Segment Start: Entries shown

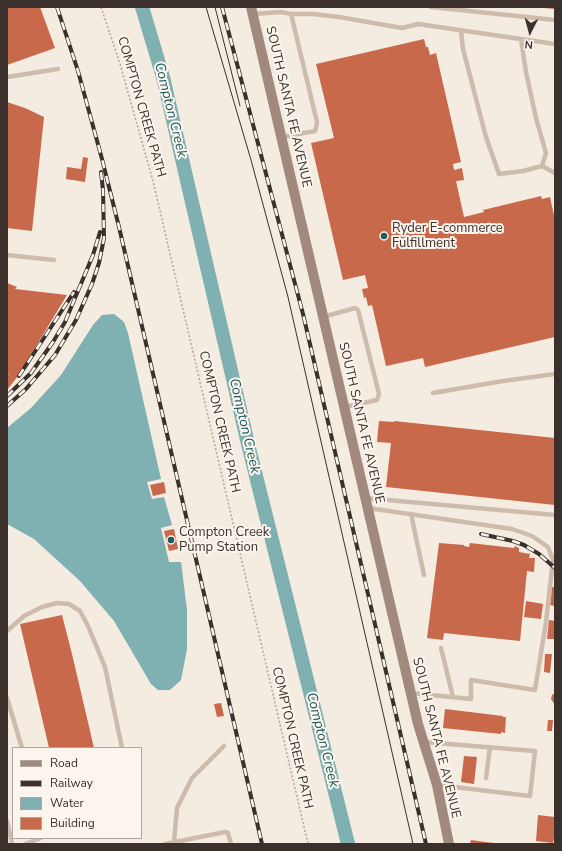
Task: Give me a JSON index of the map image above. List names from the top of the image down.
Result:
{
  "streets": {
    "main road": ["SOUTH SANTA FE AVENUE"],
    "path": ["COMPTON CREEK PATH"]
  },
  "water": ["Compton Creek"],
  "places": ["Ryder E-commerce Fulfillment", "Compton Creek Pump Station"],
  "legend": [
    "Road",
    "Railway",
    "Water",
    "Building"
  ],
  "north": "bottom"
}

Segment End: Entries shown

## Aim of the exercise
Could you output every entry exactly as written, skipping the pictures?

## Reply
Task: Give me a JSON index of the map image above. List names from the top of the image down.
Result:
{
  "streets": {
    "main road": ["SOUTH SANTA FE AVENUE"],
    "path": ["COMPTON CREEK PATH"]
  },
  "water": ["Compton Creek"],
  "places": ["Ryder E-commerce Fulfillment", "Compton Creek Pump Station"],
  "legend": [
    "Road",
    "Railway",
    "Water",
    "Building"
  ],
  "north": "bottom"
}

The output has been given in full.